Wednesday, 20 June 2018 -- Designed for a three-to-five-year mission, the joint U.S./European Ocean Surface Topography Mission (OSTM) on the Jason-2 satellite has now made more than 47,000 trips around our home planet, measuring sea level change across the globe, observing ocean currents, studying climate phenomena such as El Nino and La Nina, and monitoring the long-term rise in global mean sea level. In January 2016, it was joined in orbit by its follow-on mission, Jason-3.
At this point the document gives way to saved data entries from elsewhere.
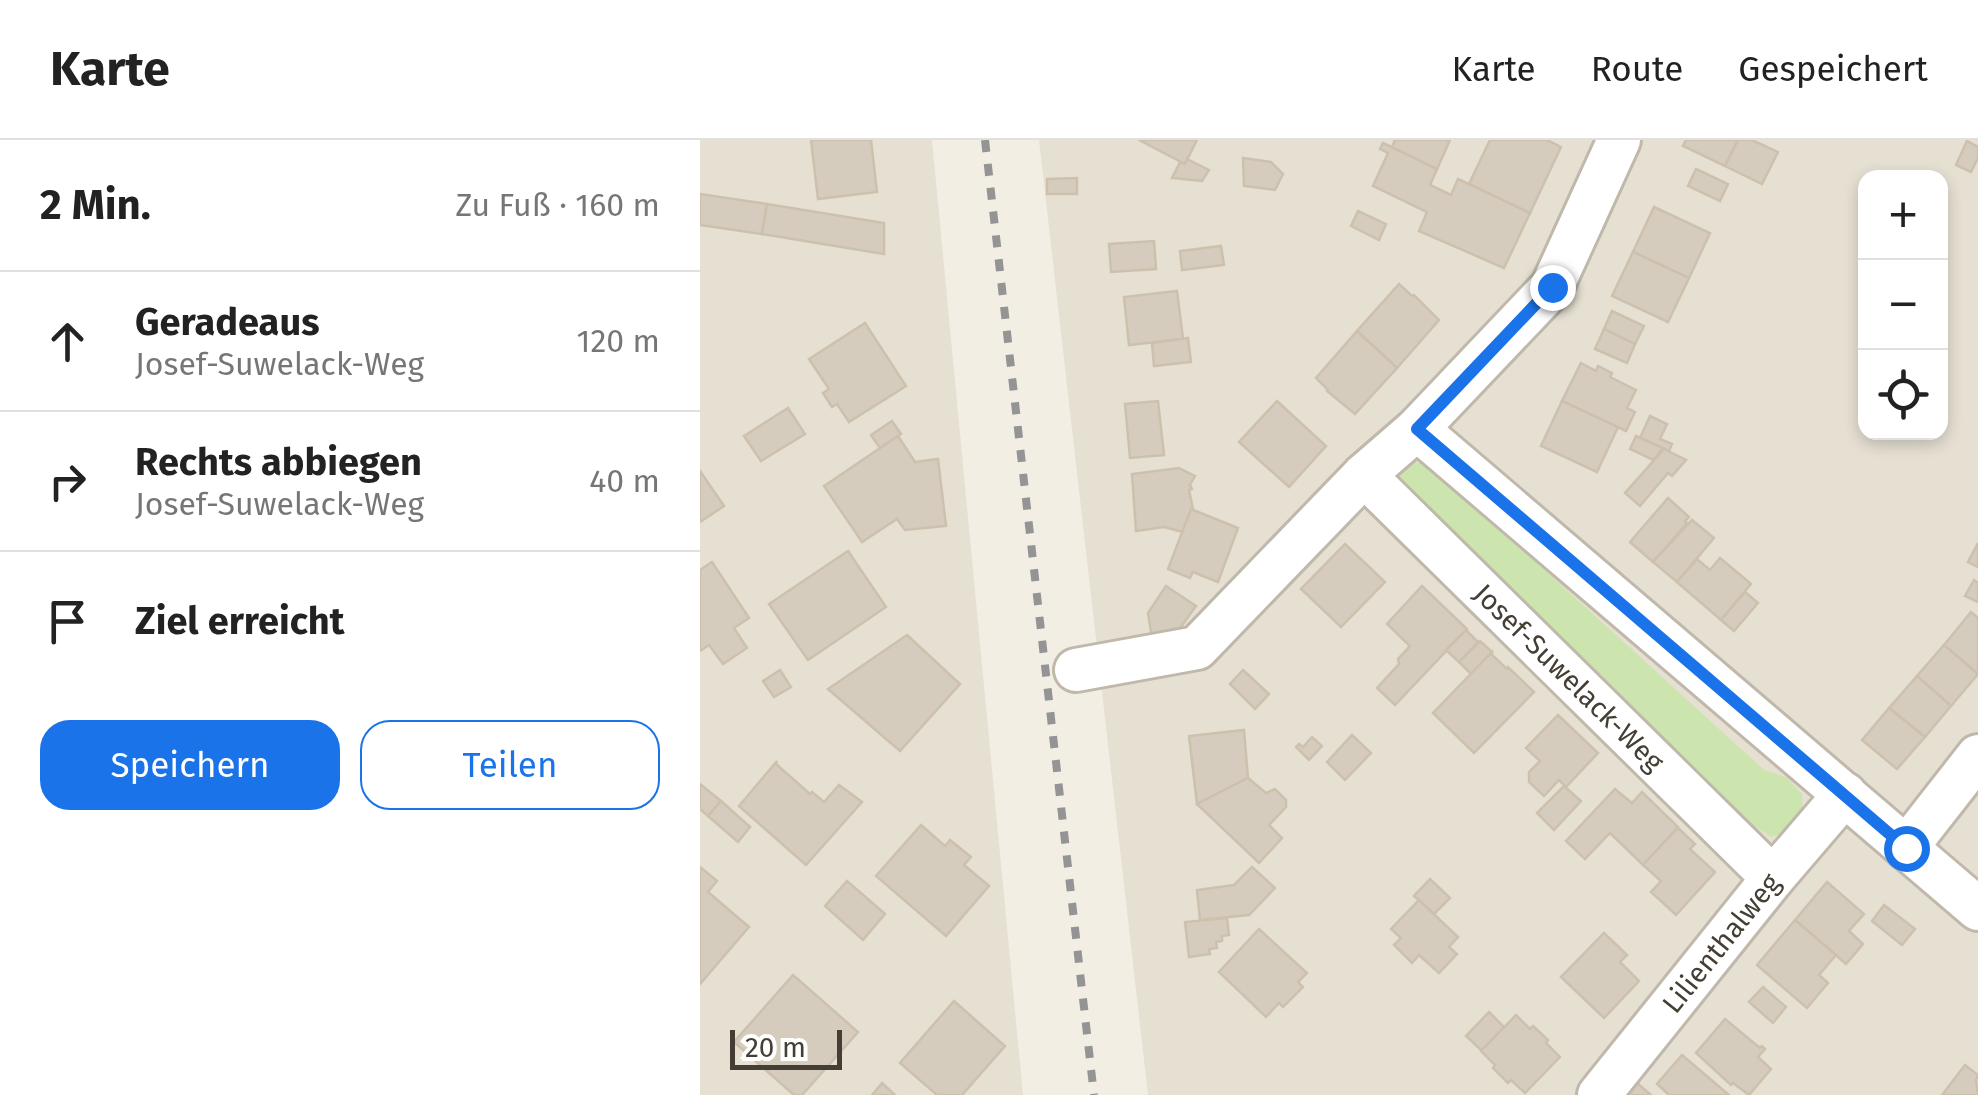 <!DOCTYPE html>
<html lang="de">
<meta charset="utf-8">
<style>
body{margin:0;font-family:"Fira Sans",sans-serif;background:#f6f6f6;color:#222}
.controls{position:absolute;right:30px;top:30px;display:grid;overflow:hidden;border-radius:20px;box-shadow:0 5px 15px #0003}
.controls button{width:90px;height:90px;display:grid;place-items:center;padding:0;border:0;border-bottom:2px solid #e0e0e0;background:#fff;color:#222;font:50px sans-serif}
.scale{position:absolute;left:30px;bottom:25px;width:112px;box-sizing:border-box;padding-left:10px;border:5px solid #443e34;border-top:0;font-size:28px;line-height:35px;white-space:nowrap;color:#443e34;-webkit-text-stroke:8px #fff;paint-order:stroke}
.stop{position:absolute;width:30px;height:30px;margin:-22px;border:8px solid #1a73e8;border-radius:50%;background:#fff}
.stop.end{background:#1a73e8;border-color:#fff;box-shadow:0 2px 10px #0008}
.list{margin:0;padding:0;list-style:none}
h2{display:flex;justify-content:space-between;align-items:center;height:130px;margin:0;padding:0 40px;font-size:42px}
h2 small{font-size:32px;font-weight:400;color:#767676}
.list li{display:grid;grid-template-columns:65px 1fr auto;gap:30px;align-items:center;box-sizing:border-box;height:140px;padding:0 40px;border-top:2px solid #e0e0e0}
.list b{display:block;font-size:38px;white-space:nowrap}
.list p{margin:0;font-size:32px;white-space:nowrap;color:#767676}
.list em{font-size:32px;font-style:normal;color:#767676}
.actions{display:flex;gap:20px;padding:30px 40px}
.actions a{flex:1;padding:22px 0;border:2px solid #1a73e8;border-radius:30px;text-align:center;font-size:35px;color:#1a73e8}
.actions .main{background:#1a73e8;color:#fff}
.icon{flex:none;width:55px;height:55px;fill:none;stroke:currentColor;stroke-width:2;stroke-linecap:round;stroke-linejoin:round}
.map{position:relative;flex:none;width:1278px;height:955px;overflow:hidden}
header{display:flex;align-items:center;gap:60px;box-sizing:border-box;height:140px;padding:0 50px;background:#fff;border-bottom:2px solid #e0e0e0}
header strong{font-size:48px}
nav{display:flex;gap:55px;margin-inline-start:auto;font-size:35px}
main{display:flex}
aside{flex:1;background:#fff}
.map>svg:first-child{display:block}
</style>
<header>
<strong>Karte</strong>
<nav><a>Karte</a><a>Route</a><a>Gespeichert</a></nav>
</header>
<main>
<aside>
<h2>2 Min.<small>Zu Fuß · 160 m</small></h2>
<ul class="list">
<li><svg class="icon" aria-label="ahead" viewBox="0 0 24 24"><path d="M12 20V5M6 11l6-6 6 6"/></svg><div><b>Geradeaus</b><p>Josef-Suwelack-Weg</p></div><em>120 m</em></li>
<li><svg class="icon" aria-label="right" viewBox="0 0 24 24"><path d="M7 20v-9h11M14 6l5 5-5 5"/></svg><div><b>Rechts abbiegen</b><p>Josef-Suwelack-Weg</p></div><em>40 m</em></li>
<li><svg class="icon" aria-label="arrive" viewBox="0 0 24 24"><path d="M6 21V4h12l-3 4 3 4H6"/></svg><div><b>Ziel erreicht</b></div></li>
</ul>
<div class="actions"><a class="main">Speichern</a><a>Teilen</a></div>
</aside>
<div class="map">
<svg width="1278" height="955" viewBox="0 0 1278 955">
<rect width="100%" height="100%" fill="#f2eee4"/>
<g fill="#e6e0d3" fill-rule="evenodd">
<path d="M0,0H232L323,955H0Z"/>
<path d="M339,0H1278V955H448ZM1166,38H1240V292H1166Z"/>
</g>
<path fill="#cce5ae" d="M707,322L727,323L1064,630L1086,637L1102,654L1103,677L1089,692L1071,697L1043,679L703,349L699,334Z"/>
<g fill="#d6ccbd" stroke="#cdc1ae" stroke-width="2.5">
<path d="M111,0H171L177,52L118,59Z"/>
<path d="M439,0H497L485,24Z"/>
<path d="M695,0H750L737,29L692,7Z"/>
<path d="M790,0H847L861,7L830,73L769,44Z"/>
<path d="M986,0H1038L1025,26L983,6Z"/>
<path d="M1038,0H1052L1078,12L1062,44L1025,26Z"/>
<path d="M1267,1L1278,7V18L1271,32L1256,25Z"/>
<path d="M683,3L737,29L730,45L751,55L758,39L830,73L804,128L719,91L727,72L673,46L688,13L680,9Z"/>
<path d="M543,18L571,22L583,34L575,50L544,46Z"/>
<path d="M487,19L509,30L502,41L472,38L480,22L485,24Z"/>
<path d="M996,29L1028,44L1020,61L988,46Z"/>
<path d="M377,38V54H347V39Z"/>
<path d="M0,54L67,64L62,94L0,85Z"/>
<path d="M67,64L184,83V114L62,94Z"/>
<path d="M954,67L1010,93L989,138L933,112Z"/>
<path d="M658,71L686,84L679,100L651,86Z"/>
<path d="M454,101L456,129L411,132L409,104Z"/>
<path d="M521,106L524,125L482,130L480,111Z"/>
<path d="M933,112L989,138L968,182L912,156Z"/>
<path d="M699,144L712,156L714,155L739,180L697,228L657,191Z"/>
<path d="M477,151L483,199L429,205L424,157Z"/>
<path d="M912,171L944,186L935,204L904,189Z"/>
<path d="M165,183L206,246L149,282L137,264L132,267L123,253L129,249L109,219Z"/>
<path d="M904,189L935,204L927,223L895,209Z"/>
<path d="M657,191L697,228L655,274L627,251L628,250L616,238Z"/>
<path d="M488,198L491,222L454,226L452,203Z"/>
<path d="M881,223L896,231L898,226L912,233L910,237L936,250L927,268L935,272L926,291L862,261Z"/>
<path d="M458,261L464,315L430,318L425,264Z"/>
<path d="M577,261L626,306L589,347L539,302Z"/>
<path d="M862,261L918,287L897,332L841,306Z"/>
<path d="M88,268L105,294L61,321L44,296Z"/>
<path d="M950,276L967,284L960,299L972,304L969,311L940,298Z"/>
<path d="M192,281L201,294L180,308L171,295Z"/>
<path d="M198,296L215,322L238,319L246,386L205,390L197,379L162,402L124,346Z"/>
<path d="M936,296L963,308L953,320L930,309Z"/>
<path d="M964,309L986,320L972,336L968,333L940,366L925,353Z"/>
<path d="M479,328L495,336L490,345L492,349L489,350L493,369L483,392L464,387L436,391L432,334Z"/>
<path d="M0,331L24,366L0,382Z"/>
<path d="M968,358L989,377L985,381L987,383L953,422L930,402Z"/>
<path d="M491,369L538,388L518,442L493,432L490,438L468,429Z"/>
<path d="M992,380L1014,398L977,442L953,422Z"/>
<path d="M1278,403V427L1268,422Z"/>
<path d="M645,404L685,442L641,487L601,449Z"/>
<path d="M148,411L186,467L108,520L69,464Z"/>
<path d="M1020,418L1051,444L1021,480L977,442L997,419L1010,430Z"/>
<path d="M12,422L49,478L34,488L47,508L23,524L9,505L0,511V430Z"/>
<path d="M1274,440L1278,443V462L1265,456Z"/>
<path d="M466,446L496,466L475,495L452,498L448,473Z"/>
<path d="M722,446L767,489L695,565L677,548L699,524L698,519L710,506L687,484Z"/>
<path d="M1045,452L1058,463L1034,491L1021,480Z"/>
<path d="M1271,472L1278,478V534L1244,505Z"/>
<path d="M766,490L778,502L759,522L746,510Z"/>
<path d="M207,495L260,544L200,611L128,549Z"/>
<path d="M780,501L792,512L771,534L759,522Z"/>
<path d="M1244,505L1278,534L1251,566L1217,536Z"/>
<path d="M792,512V515L807,529L808,527L834,552L774,613L733,573Z"/>
<path d="M80,530L91,547L74,557L63,541Z"/>
<path d="M543,530L569,554L555,569L530,544Z"/>
<path d="M1217,536L1251,566L1225,597L1189,568Z"/>
<path d="M1189,568L1225,597L1197,629L1162,600Z"/>
<path d="M858,575L898,613L866,647L859,640L844,656L829,642V632L840,621L826,608Z"/>
<path d="M544,590L548,638L497,664L489,596Z"/>
<path d="M652,595L671,613L645,640L627,622Z"/>
<path d="M612,597L622,606L609,620L596,607L599,604L603,607Z"/>
<path d="M77,621L76,624L110,654L112,652L124,662L139,645L162,662L106,725L39,666Z"/>
<path d="M548,638L566,653L575,649L586,660V667L569,685L582,698L559,723L497,664Z"/>
<path d="M0,644L21,661L8,676L0,669Z"/>
<path d="M864,646L881,661L854,690L837,673Z"/>
<path d="M915,649L932,663L942,652L978,687L943,725L910,693L885,719L866,701Z"/>
<path d="M21,661L50,687L38,702L8,676Z"/>
<path d="M221,685L245,706L250,700L271,717L264,725L289,746L246,796L176,736Z"/>
<path d="M978,688L995,704L990,709L1015,732L976,775L951,752L961,741L943,725Z"/>
<path d="M0,727L17,741L8,752L49,787L0,844Z"/>
<path d="M552,727L575,748L549,775L500,780L497,750L534,745Z"/>
<path d="M730,739L750,758L734,774L714,756Z"/>
<path d="M147,741L185,774L163,800L125,766Z"/>
<path d="M1127,742L1164,774L1149,791L1163,804L1146,824L1095,780Z"/>
<path d="M719,760L758,797L749,807L757,814L739,833L719,815L712,823L694,805L701,798L691,789Z"/>
<path d="M1184,765L1215,789L1202,805L1172,781Z"/>
<path d="M527,778L529,795L522,796V801L516,802L517,808L509,809L510,814L489,817L485,782Z"/>
<path d="M1095,780L1136,815L1119,835L1128,843L1107,868L1057,825Z"/>
<path d="M559,789L607,833L598,842L603,847L583,867L579,863L566,877L519,832Z"/>
<path d="M904,793L927,815L920,822L939,841L904,878L861,837Z"/>
<path d="M93,835L158,892L102,955H94L34,902Z"/>
<path d="M1063,847L1086,867L1073,883L1049,862Z"/>
<path d="M254,861L305,906L262,955H237L200,923Z"/>
<path d="M789,872L804,887L782,911L766,896Z"/>
<path d="M816,875L830,889L833,886L848,900L846,903L860,917L825,953L811,940L808,943L793,928L795,925L781,911Z"/>
<path d="M1025,879L1060,908L1062,906L1065,909L1058,917L1071,929L1049,955L1033,943L1031,945L996,913Z"/>
<path d="M982,915L1029,955H969L957,944Z"/>
<path d="M1265,925L1278,935L1276,940L1278,955H1242Z"/>
<path d="M182,943L195,955H172Z"/>
<path d="M937,943L951,955H927Z"/>
</g>
<g fill="none" stroke-linecap="round" stroke-linejoin="round">
<g stroke="#c0b8aa" stroke-width="48">
<g id="street">
<path d="M717,289L1278,769"/>
<path id="s1" d="M664,335L1073,738"/>
<path d="M376,530L497,508L664,335L717,289L852,147L919,0"/>
<path d="M1206,708L1278,616"/>
<path id="s2" d="M899,955L1073,738L1145,654"/>
</g>
</g>
<use href="#street" stroke="#fff" stroke-width="42"/>
<path stroke="#949494" stroke-width="8" stroke-dasharray="12 12" stroke-linecap="butt" d="M285,0L394,955"/>
</g>
<g fill="none" stroke-linecap="round" stroke-linejoin="round">
<path stroke="#1a73e8" stroke-width="12" d="M852,147L717,289L1206,708"/>
</g>
<g text-anchor="middle" dominant-baseline="central" stroke-width="8" stroke-linejoin="round" paint-order="stroke">
<g font-size="28" fill="#443e34" stroke="#fff">
<text stroke="none"><textPath href="#s1" startOffset="288">Josef-Suwelack-Weg</textPath></text>
<text stroke="none"><textPath href="#s2" startOffset="195">Lilienthalweg</textPath></text>
</g>
</g>
</svg>
<div class="controls">
<button>+</button>
<button>−</button>
<button><svg class="icon" aria-label="locate" viewBox="0 0 24 24"><circle cx="12" cy="12" r="6"/><path d="M12 2v4M12 18v4M2 12h4M18 12h4"/></svg></button>
</div>
<div class="scale">20 m</div>
<div class="stop" style="left:1206px;top:708px"></div>
<div class="stop end" style="left:852px;top:147px"></div>
</div>
</main>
In July 2017, Jason-2 began a new science mission when it was manoeuvred into a slightly lower orbit. In this new orbit, Jason-2 is collecting data along a series of very closely spaced ground tracks, 8km apart. It will take just over a year for Jason-2 to complete one cycle of these new ground tracks, which provide a very accurate and high-resolution estimate of the mean sea surface. The pull of gravity from underwater mountains and other features of the sea floor helps to shape the mean sea surface. These new surface measurements are already being used by scientists to improve maps of the shape and depth of the sea floor, resolving many previously unknown seamounts and other geological features on the ocean bottom. The new maps will also allow for advances in ocean modelling, naval operations and solid Earth dynamics.
Jason-2 data from the new orbit are used by operational agencies to provide societal and strategic benefits, such as real-time information used to derive ocean currents; improving marine, fishery and naval operations; and calculating tropical cyclone heat potential to improve forecasts of the intensity of tropical hurricanes and cyclones.
"Along with Jason-3, Jason-2 has extended the record of global sea level rise into a third decade," said Glenn Shirtliffe, Jason-2 project manager at NASA's Jet Propulsion Laboratory in Pasadena, California, which manages the U.S. portion of the Jason-2 mission for NASA's Science Mission Directorate in Washington.
NASA is currently working with its partners - the European Space Agency, the National Oceanic and Atmospheric Administration, the Centre National d’etudes Spatiales and the European Organisation for the Exploitation of Meteorological Satellites - on future generations of satellite altimeters. The instruments are projected for launch in the next decade. They include the Sentinel-6/Jason Continuity of Service (Jason-CS) and Surface Water and Ocean Topography (SWOT) missions.
"Jason-2 and Jason-3 measure the rise in global sea level caused by global warming," said Josh Willis, JPL oceanographer and project scientist for the Jason-2 and Jason-3 missions. "Melting ice and expanding seawater drive global sea levels higher and higher each year. The rise has become a powerful reminder of how fast humans are changing the climate. These missions keep our finger on the pulse of climate change."
Other significant science results from the Jason-2 mission include studies of ocean circulation; the ties between the ocean and the atmosphere; and improved global climate forecasts and predictions.
“The 10th anniversary of the launch of Jason-2 is also a landmark in the development of operational oceanography, as this was the first Jason mission involving two operational agencies, EUMETSAT and NOAA,” said EUMETSAT Director-General Alain Ratier. “This paved the way for the transition from highly successful research missions to an operational altimeter system, which has now turned to reality with Jason-3, Jason-CS/Sentinel-6 and Sentinel-3 providing data until 2030.”
“After 10 years of excellent service, we’re excited that Jason-2 is continuing to help forecast hurricane intensity and monitor winds and waves, while taking on a new mission of mapping unexplored parts of the ocean,” said Eric Leuliette, NOAA’s Jason Program and Project Scientist.